§ **Your objective**
Return all of the data verbatim, dropping any picture.

§ **Record set**
====

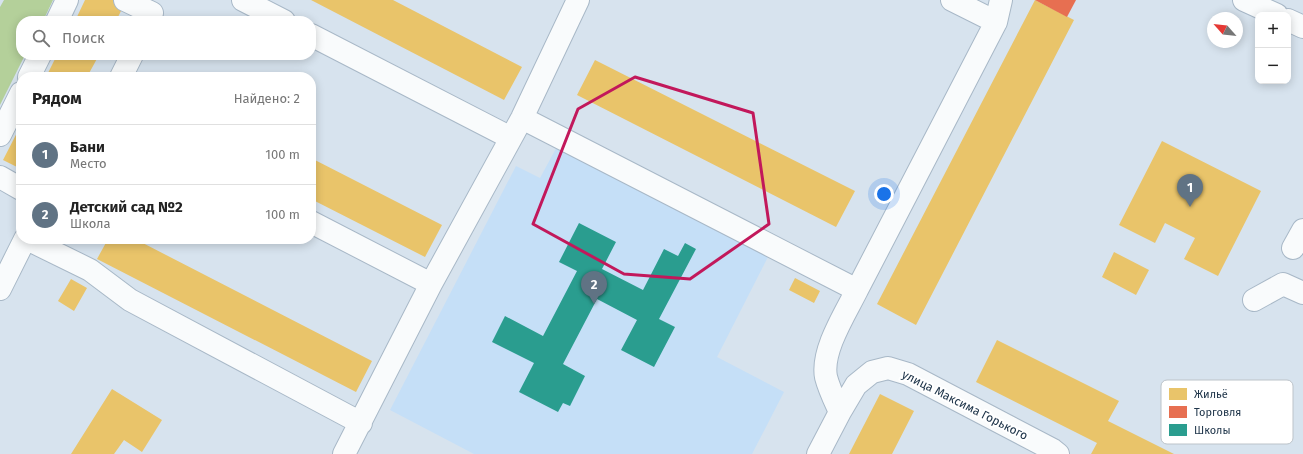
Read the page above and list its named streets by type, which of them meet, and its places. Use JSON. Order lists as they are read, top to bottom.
{
  "streets": {
    "street": ["улица Максима Горького"]
  },
  "legend": ["Жильё", "Торговля", "Школы"],
  "north": "top left",
  "page": {
    "map_buttons": ["+", "−"],
    "search": "Поиск",
    "heading": ["Рядом", "Найдено: 2"],
    "list": [
      {
        "mark": "1",
        "name": "Бани",
        "note": "Место",
        "value": "100 m"
      },
      {
        "mark": "2",
        "name": "Детский сад №2",
        "note": "Школа",
        "value": "100 m"
      }
    ],
    "pins": ["1", "2"]
  }
}
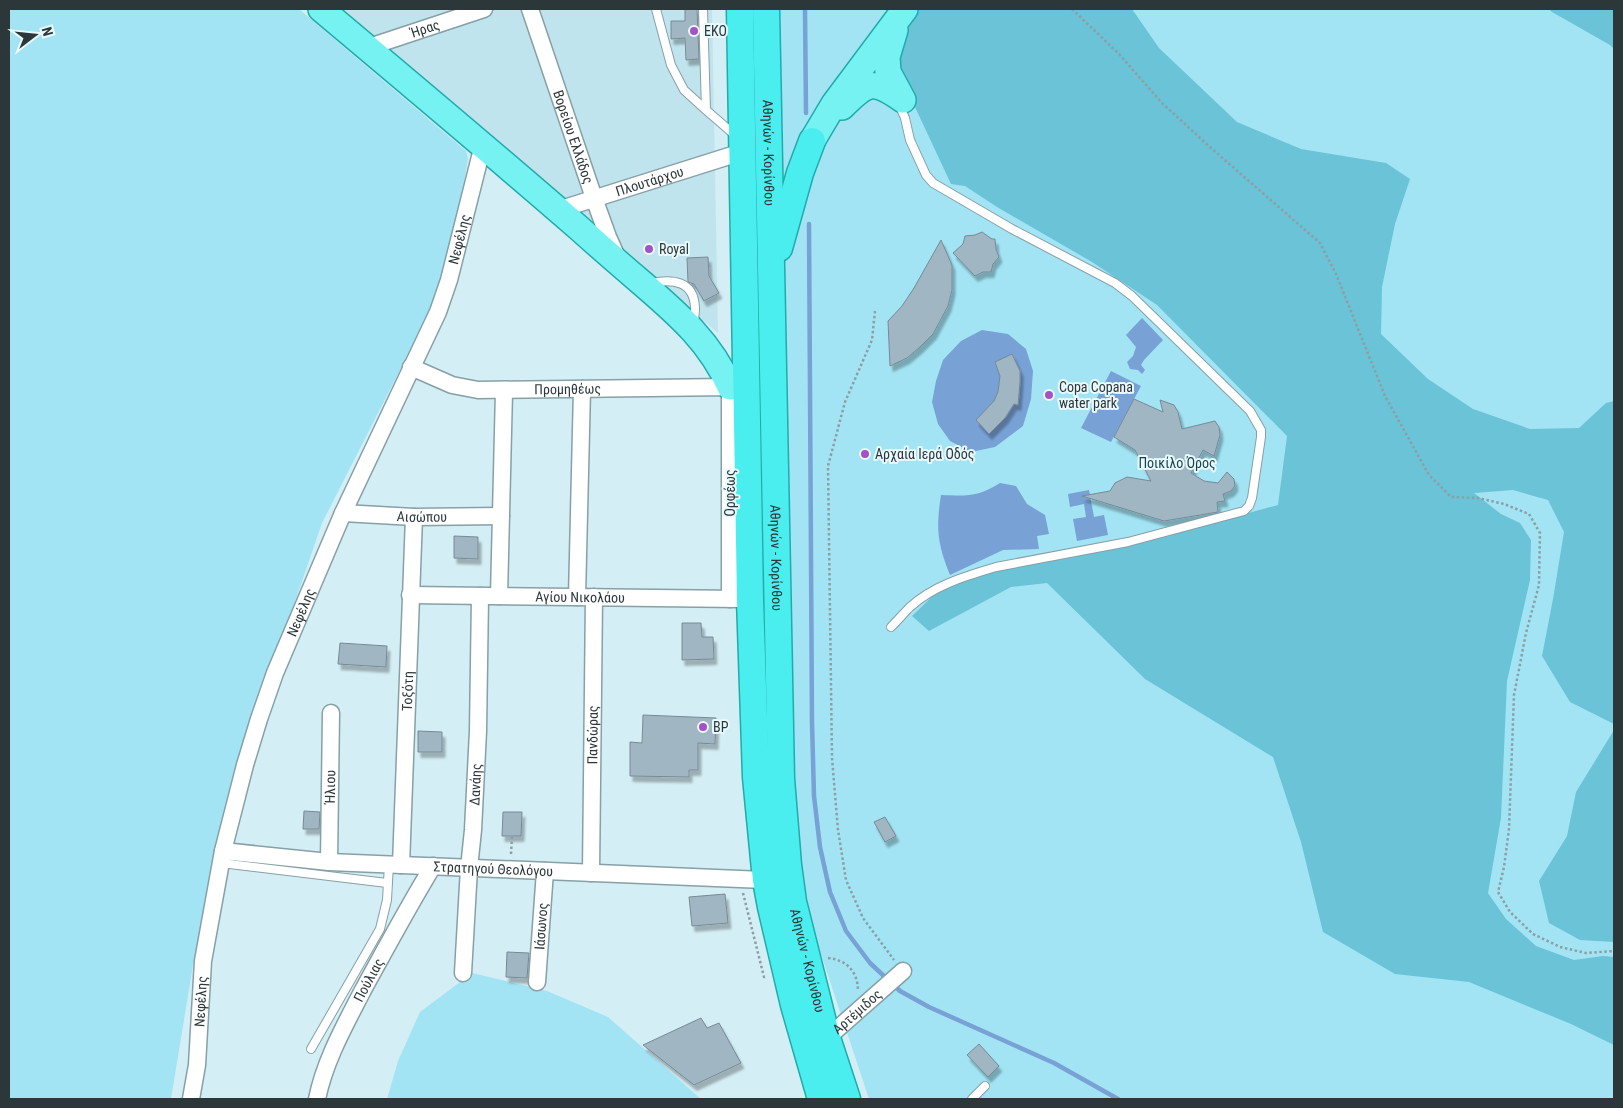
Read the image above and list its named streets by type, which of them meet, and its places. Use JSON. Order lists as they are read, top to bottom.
{
  "streets": {
    "highway": ["Αθηνών - Κορίνθου"],
    "street": [
      "Ήρας",
      "Βορείου Ελλάδος",
      "Πλουτάρχου",
      "Νεφέλης",
      "Προμηθέως",
      "Ορφέως",
      "Αισώπου",
      "Αγίου Νικολάου",
      "Τοξότη",
      "Πανδώρας",
      "Δανάης",
      "Ήλιου",
      "Στρατηγού Θεολόγου",
      "Ιάσωνος",
      "Πούλιας",
      "Αρτέμιδος"
    ]
  },
  "crossings": [
    ["Βορείου Ελλάδος", "Πλουτάρχου"],
    ["Αθηνών - Κορίνθου", "Πλουτάρχου"],
    ["Αθηνών - Κορίνθου", "Ορφέως"],
    ["Αθηνών - Κορίνθου", "Αγίου Νικολάου"],
    ["Αθηνών - Κορίνθου", "Στρατηγού Θεολόγου"],
    ["Αθηνών - Κορίνθου", "Αρτέμιδος"],
    ["Νεφέλης", "Προμηθέως"],
    ["Νεφέλης", "Αισώπου"],
    ["Νεφέλης", "Στρατηγού Θεολόγου"],
    ["Προμηθέως", "Ορφέως"],
    ["Ορφέως", "Αγίου Νικολάου"],
    ["Αισώπου", "Τοξότη"],
    ["Αγίου Νικολάου", "Τοξότη"],
    ["Αγίου Νικολάου", "Πανδώρας"],
    ["Αγίου Νικολάου", "Δανάης"],
    ["Τοξότη", "Στρατηγού Θεολόγου"],
    ["Πανδώρας", "Στρατηγού Θεολόγου"],
    ["Δανάης", "Στρατηγού Θεολόγου"],
    ["Ήλιου", "Στρατηγού Θεολόγου"],
    ["Στρατηγού Θεολόγου", "Ιάσωνος"],
    ["Στρατηγού Θεολόγου", "Πούλιας"]
  ],
  "parks": ["Ποικίλο Όρος"],
  "places": [
    "EKO",
    "Royal",
    "Copa Copana water park",
    "Αρχαία Ιερά Οδός",
    "BP"
  ],
  "north": "right"
}
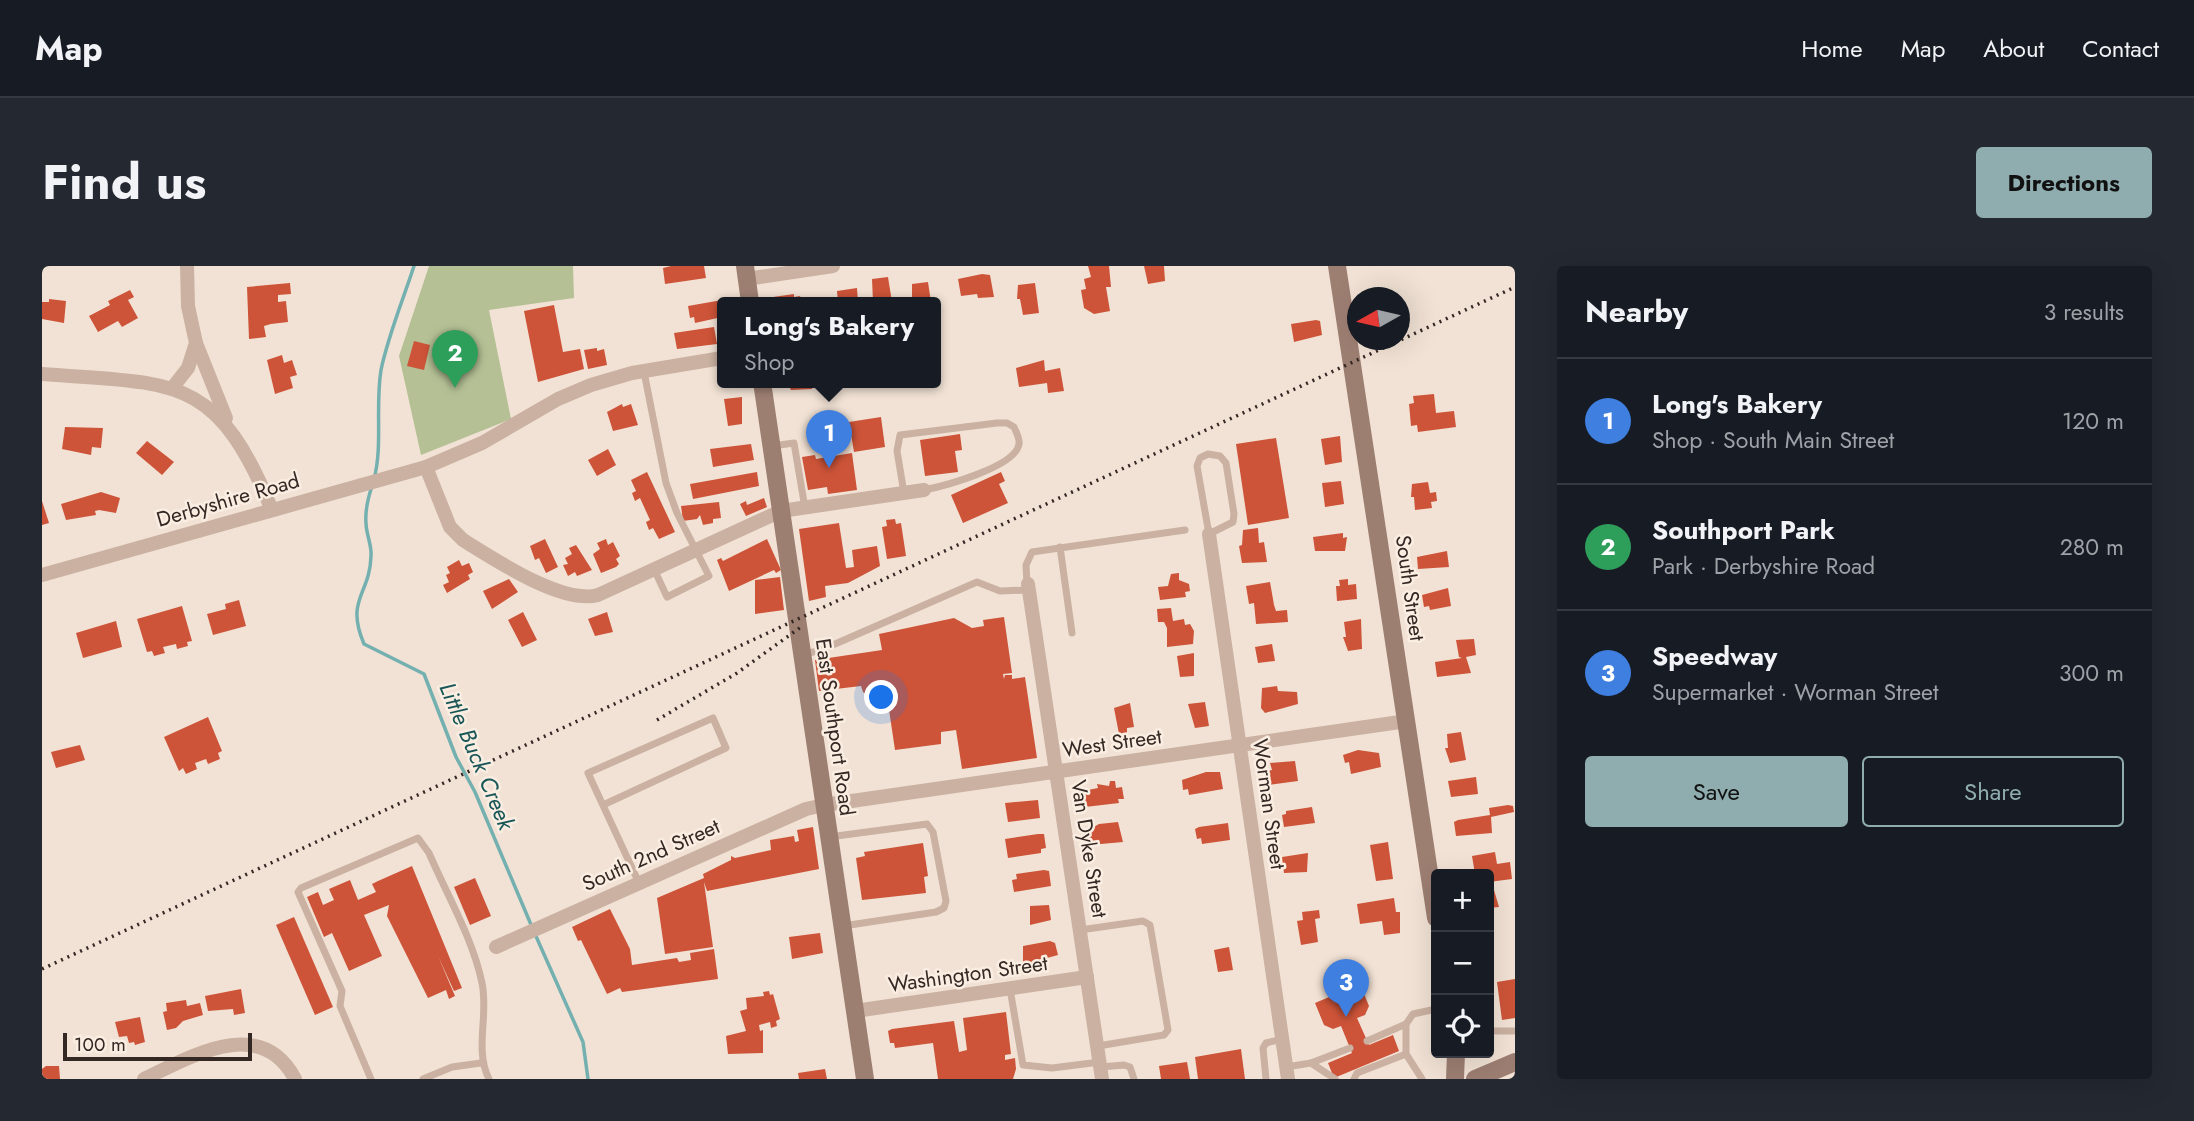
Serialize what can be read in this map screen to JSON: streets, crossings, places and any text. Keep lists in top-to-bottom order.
{
  "streets": {
    "main road": ["South Street", "East Southport Road"],
    "street": [
      "Derbyshire Road",
      "West Street",
      "Worman Street",
      "Van Dyke Street",
      "South 2nd Street",
      "Washington Street"
    ]
  },
  "crossings": [
    ["South Street", "West Street"],
    ["East Southport Road", "West Street"],
    ["East Southport Road", "South 2nd Street"],
    ["East Southport Road", "Washington Street"],
    ["West Street", "Worman Street"],
    ["West Street", "Van Dyke Street"],
    ["West Street", "South 2nd Street"],
    ["Van Dyke Street", "Washington Street"]
  ],
  "water": ["Little Buck Creek"],
  "scale_bar": "100 m",
  "north": "left",
  "page": {
    "header": "Map",
    "nav": [
      "Home",
      "Map",
      "About",
      "Contact"
    ],
    "title": "Find us",
    "buttons": [
      "Directions",
      ["Save", "Share"]
    ],
    "heading": ["Nearby", "3 results"],
    "popup": ["Long's Bakery", "Shop"],
    "pins": ["2", "1", "3"],
    "list": [
      {
        "mark": "1",
        "name": "Long's Bakery",
        "note": "Shop · South Main Street",
        "value": "120 m"
      },
      {
        "mark": "2",
        "name": "Southport Park",
        "note": "Park · Derbyshire Road",
        "value": "280 m"
      },
      {
        "mark": "3",
        "name": "Speedway",
        "note": "Supermarket · Worman Street",
        "value": "300 m"
      }
    ],
    "map_buttons": ["+", "−"],
    "scale": "100 m"
  }
}
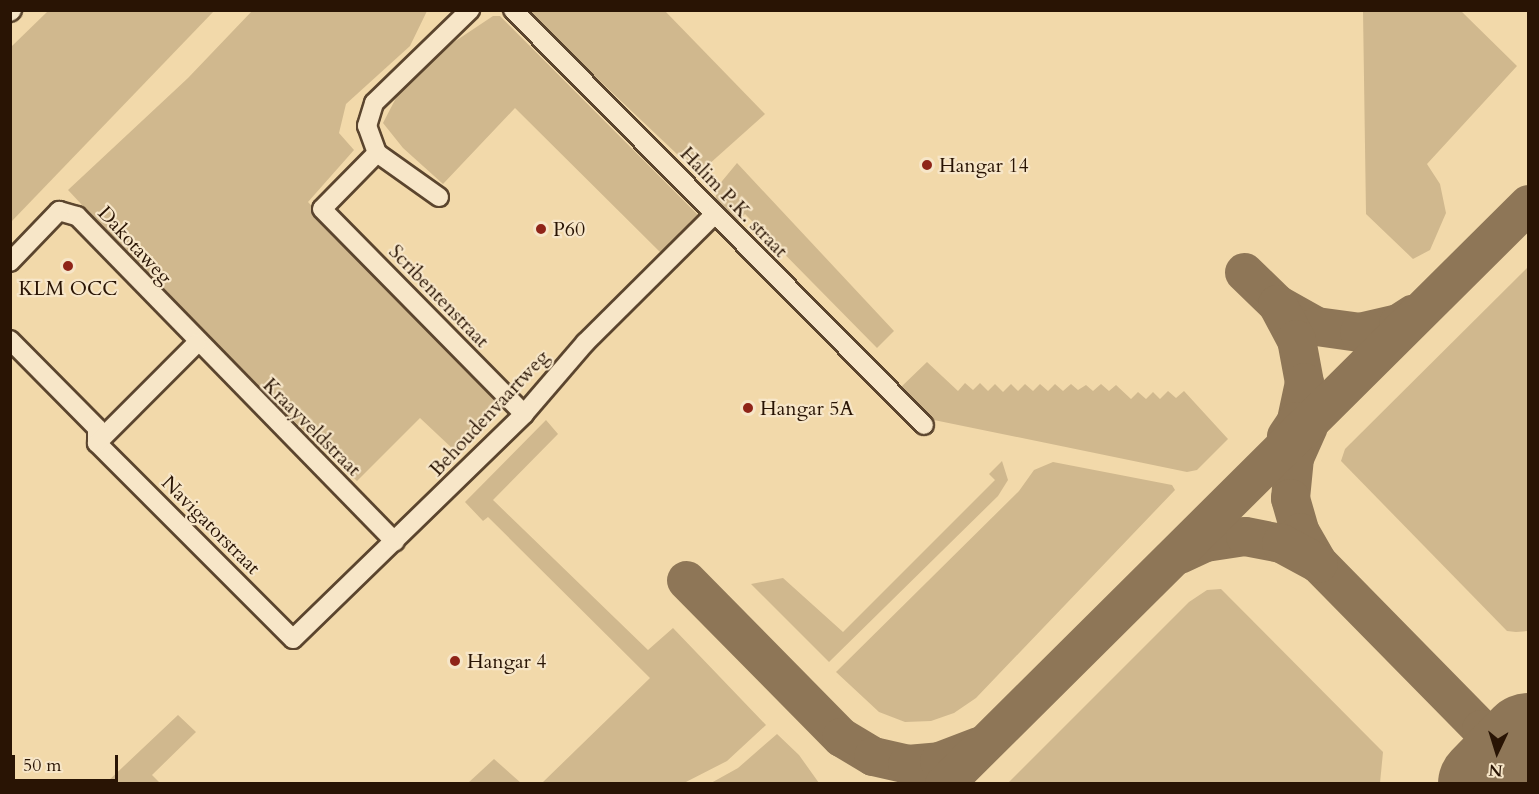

====

§ **Exercise response**
Read the page above and list its named streets by type, which of them meet, and its places. Use JSON. Order lists as they are read, top to bottom.
{
  "streets": {
    "street": ["улица Максима Горького"]
  },
  "legend": ["Жильё", "Торговля", "Школы"],
  "north": "top left",
  "page": {
    "map_buttons": ["+", "−"],
    "search": "Поиск",
    "heading": ["Рядом", "Найдено: 2"],
    "list": [
      {
        "mark": "1",
        "name": "Бани",
        "note": "Место",
        "value": "100 m"
      },
      {
        "mark": "2",
        "name": "Детский сад №2",
        "note": "Школа",
        "value": "100 m"
      }
    ],
    "pins": ["1", "2"]
  }
}
Read the image above and list its named streets by type, which of them meet, and its places. Use JSON. Order lists as they are read, top to bottom.
{
  "streets": {
    "highway": ["Αθηνών - Κορίνθου"],
    "street": [
      "Ήρας",
      "Βορείου Ελλάδος",
      "Πλουτάρχου",
      "Νεφέλης",
      "Προμηθέως",
      "Ορφέως",
      "Αισώπου",
      "Αγίου Νικολάου",
      "Τοξότη",
      "Πανδώρας",
      "Δανάης",
      "Ήλιου",
      "Στρατηγού Θεολόγου",
      "Ιάσωνος",
      "Πούλιας",
      "Αρτέμιδος"
    ]
  },
  "crossings": [
    ["Βορείου Ελλάδος", "Πλουτάρχου"],
    ["Αθηνών - Κορίνθου", "Πλουτάρχου"],
    ["Αθηνών - Κορίνθου", "Ορφέως"],
    ["Αθηνών - Κορίνθου", "Αγίου Νικολάου"],
    ["Αθηνών - Κορίνθου", "Στρατηγού Θεολόγου"],
    ["Αθηνών - Κορίνθου", "Αρτέμιδος"],
    ["Νεφέλης", "Προμηθέως"],
    ["Νεφέλης", "Αισώπου"],
    ["Νεφέλης", "Στρατηγού Θεολόγου"],
    ["Προμηθέως", "Ορφέως"],
    ["Ορφέως", "Αγίου Νικολάου"],
    ["Αισώπου", "Τοξότη"],
    ["Αγίου Νικολάου", "Τοξότη"],
    ["Αγίου Νικολάου", "Πανδώρας"],
    ["Αγίου Νικολάου", "Δανάης"],
    ["Τοξότη", "Στρατηγού Θεολόγου"],
    ["Πανδώρας", "Στρατηγού Θεολόγου"],
    ["Δανάης", "Στρατηγού Θεολόγου"],
    ["Ήλιου", "Στρατηγού Θεολόγου"],
    ["Στρατηγού Θεολόγου", "Ιάσωνος"],
    ["Στρατηγού Θεολόγου", "Πούλιας"]
  ],
  "parks": ["Ποικίλο Όρος"],
  "places": [
    "EKO",
    "Royal",
    "Copa Copana water park",
    "Αρχαία Ιερά Οδός",
    "BP"
  ],
  "north": "right"
}
Serialize what can be read in this map screen to JSON: streets, crossings, places and any text. Keep lists in top-to-bottom order.
{
  "streets": {
    "main road": ["South Street", "East Southport Road"],
    "street": [
      "Derbyshire Road",
      "West Street",
      "Worman Street",
      "Van Dyke Street",
      "South 2nd Street",
      "Washington Street"
    ]
  },
  "crossings": [
    ["South Street", "West Street"],
    ["East Southport Road", "West Street"],
    ["East Southport Road", "South 2nd Street"],
    ["East Southport Road", "Washington Street"],
    ["West Street", "Worman Street"],
    ["West Street", "Van Dyke Street"],
    ["West Street", "South 2nd Street"],
    ["Van Dyke Street", "Washington Street"]
  ],
  "water": ["Little Buck Creek"],
  "scale_bar": "100 m",
  "north": "left",
  "page": {
    "header": "Map",
    "nav": [
      "Home",
      "Map",
      "About",
      "Contact"
    ],
    "title": "Find us",
    "buttons": [
      "Directions",
      ["Save", "Share"]
    ],
    "heading": ["Nearby", "3 results"],
    "popup": ["Long's Bakery", "Shop"],
    "pins": ["2", "1", "3"],
    "list": [
      {
        "mark": "1",
        "name": "Long's Bakery",
        "note": "Shop · South Main Street",
        "value": "120 m"
      },
      {
        "mark": "2",
        "name": "Southport Park",
        "note": "Park · Derbyshire Road",
        "value": "280 m"
      },
      {
        "mark": "3",
        "name": "Speedway",
        "note": "Supermarket · Worman Street",
        "value": "300 m"
      }
    ],
    "map_buttons": ["+", "−"],
    "scale": "100 m"
  }
}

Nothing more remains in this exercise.